- Opening Delimiter -

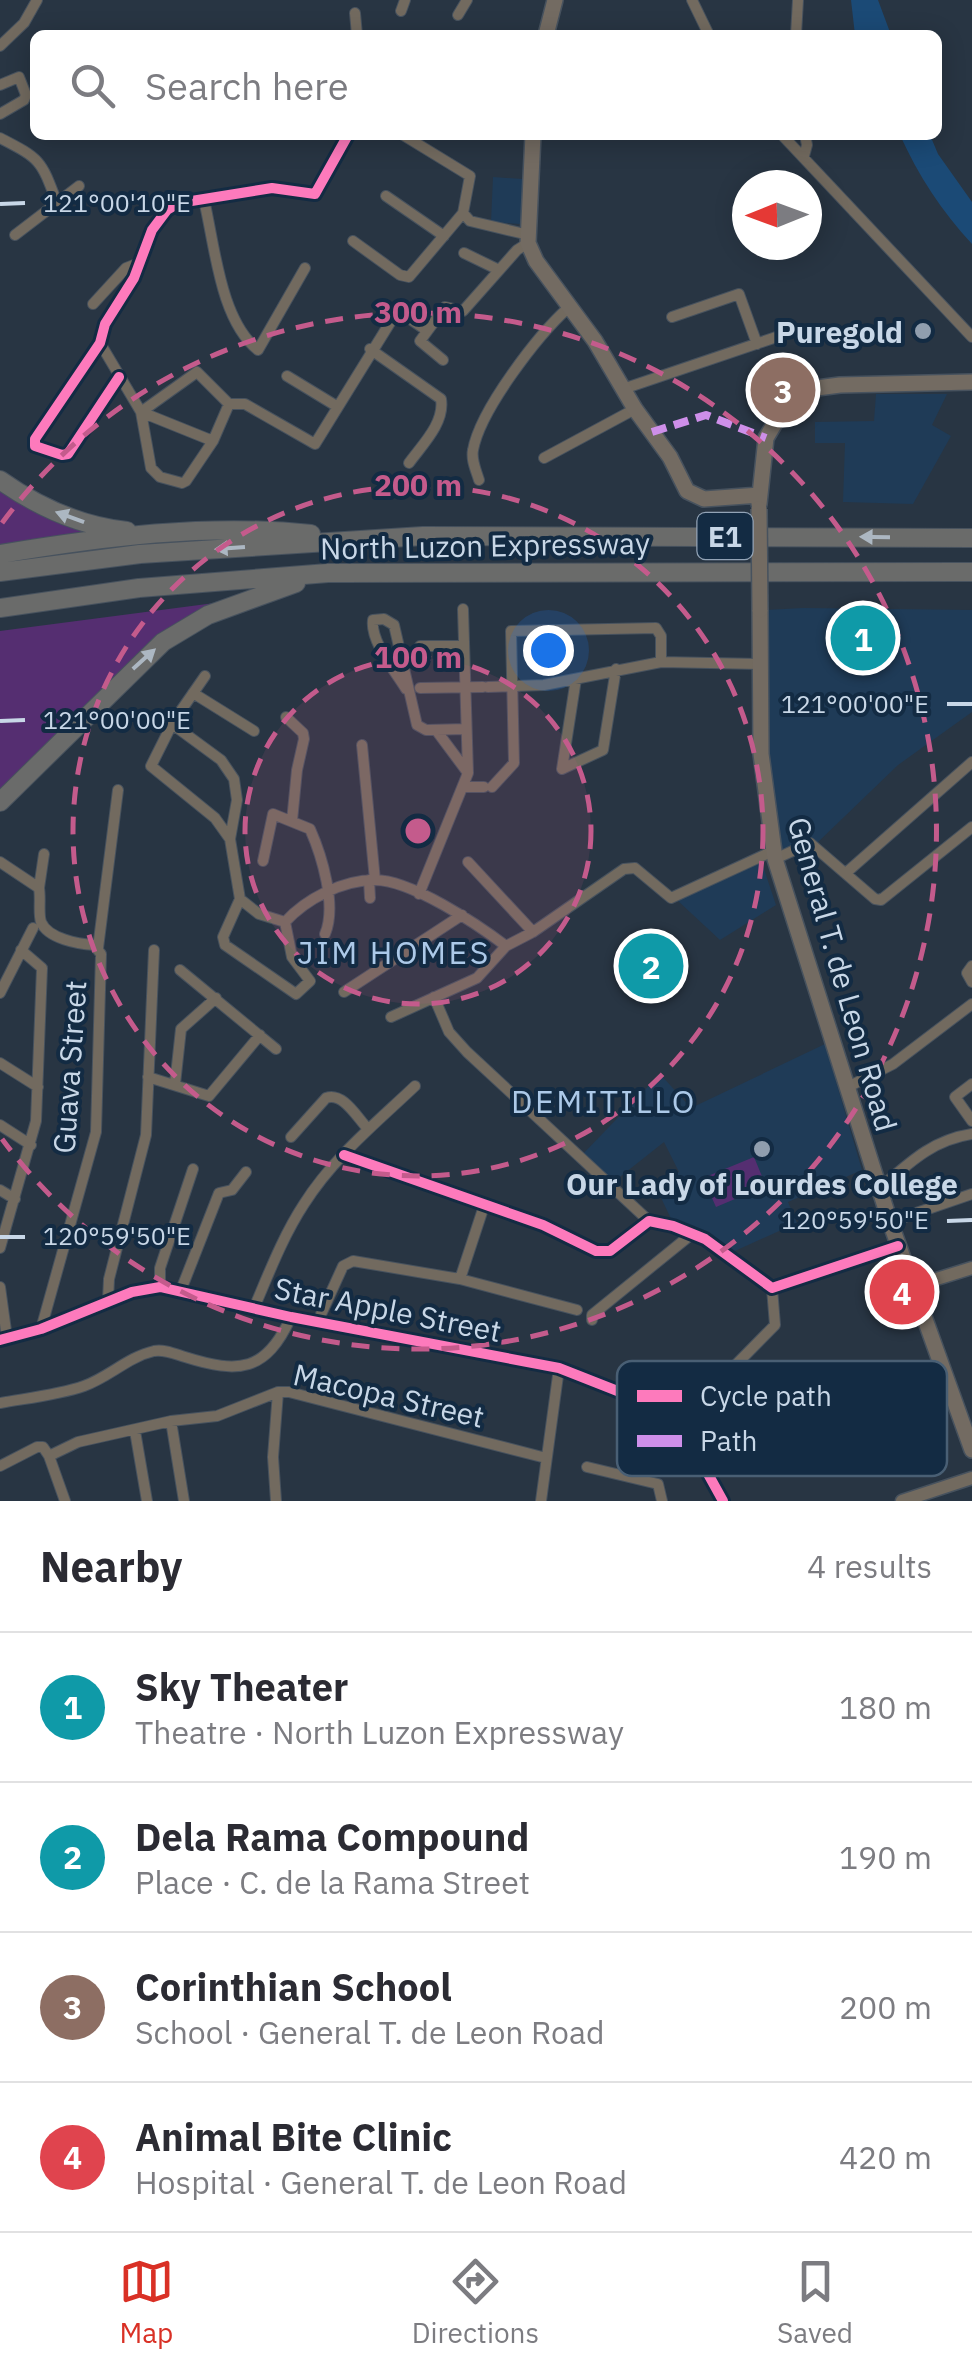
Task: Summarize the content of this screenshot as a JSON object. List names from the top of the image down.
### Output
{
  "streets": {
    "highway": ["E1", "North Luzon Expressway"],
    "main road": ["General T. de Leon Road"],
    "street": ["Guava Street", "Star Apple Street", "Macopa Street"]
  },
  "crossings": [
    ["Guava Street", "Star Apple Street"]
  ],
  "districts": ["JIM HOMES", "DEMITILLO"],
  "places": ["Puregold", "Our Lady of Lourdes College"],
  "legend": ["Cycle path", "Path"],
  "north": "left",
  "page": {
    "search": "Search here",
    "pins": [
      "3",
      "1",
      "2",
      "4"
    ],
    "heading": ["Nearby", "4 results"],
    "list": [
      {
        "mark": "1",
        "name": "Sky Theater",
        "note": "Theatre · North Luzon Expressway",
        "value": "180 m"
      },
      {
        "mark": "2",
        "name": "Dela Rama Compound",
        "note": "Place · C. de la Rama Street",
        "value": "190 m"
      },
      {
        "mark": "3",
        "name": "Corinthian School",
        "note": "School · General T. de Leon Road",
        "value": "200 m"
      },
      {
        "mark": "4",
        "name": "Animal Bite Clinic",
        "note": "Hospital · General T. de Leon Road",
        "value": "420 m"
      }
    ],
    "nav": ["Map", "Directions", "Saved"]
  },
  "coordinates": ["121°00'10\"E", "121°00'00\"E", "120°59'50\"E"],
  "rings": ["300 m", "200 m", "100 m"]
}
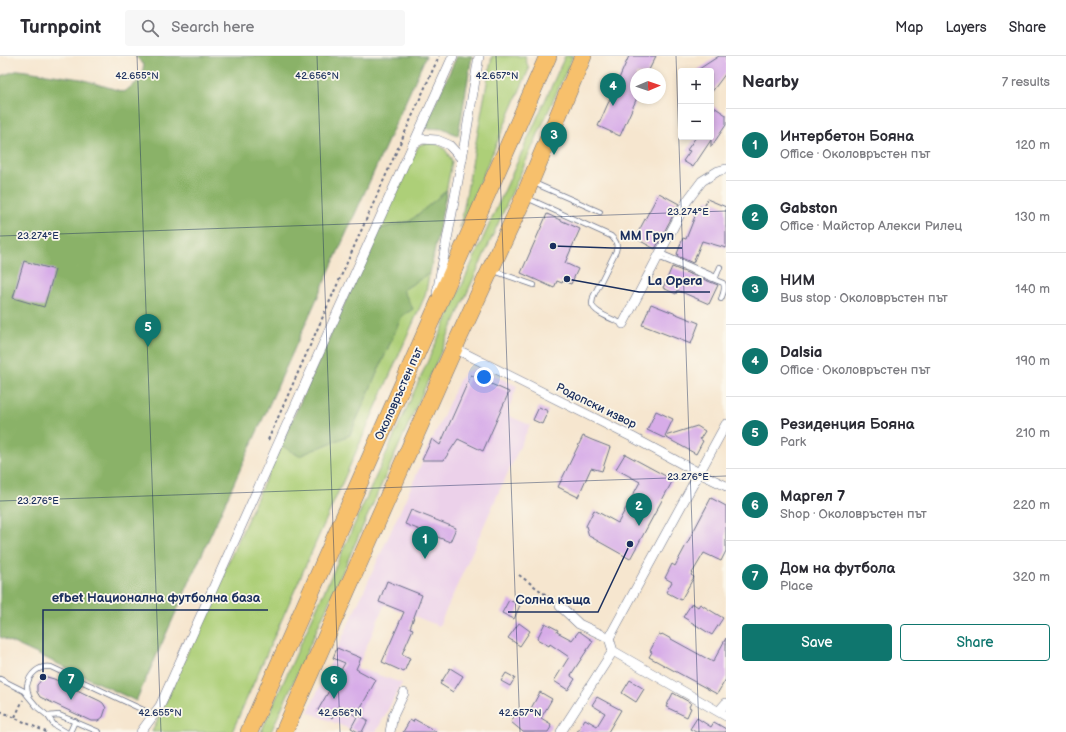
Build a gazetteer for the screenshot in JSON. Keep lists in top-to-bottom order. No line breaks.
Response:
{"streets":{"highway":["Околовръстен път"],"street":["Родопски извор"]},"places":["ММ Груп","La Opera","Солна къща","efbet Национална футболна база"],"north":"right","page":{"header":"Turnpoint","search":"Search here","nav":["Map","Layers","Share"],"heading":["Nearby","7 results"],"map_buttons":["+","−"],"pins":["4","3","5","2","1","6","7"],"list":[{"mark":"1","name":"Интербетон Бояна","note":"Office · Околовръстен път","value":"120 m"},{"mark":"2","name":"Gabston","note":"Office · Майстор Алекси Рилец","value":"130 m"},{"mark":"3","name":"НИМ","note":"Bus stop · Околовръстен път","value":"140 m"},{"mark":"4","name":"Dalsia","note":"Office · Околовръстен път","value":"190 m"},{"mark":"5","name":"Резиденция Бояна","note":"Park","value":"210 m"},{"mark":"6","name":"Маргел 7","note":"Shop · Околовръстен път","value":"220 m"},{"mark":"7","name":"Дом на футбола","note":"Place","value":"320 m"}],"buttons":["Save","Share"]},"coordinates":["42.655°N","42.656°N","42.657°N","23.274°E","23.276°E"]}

- Closing Delimiter -

**What you will do**
State how many lines in the listing above contain "Road". Nothing else is needed.

**Answer to this problem**
3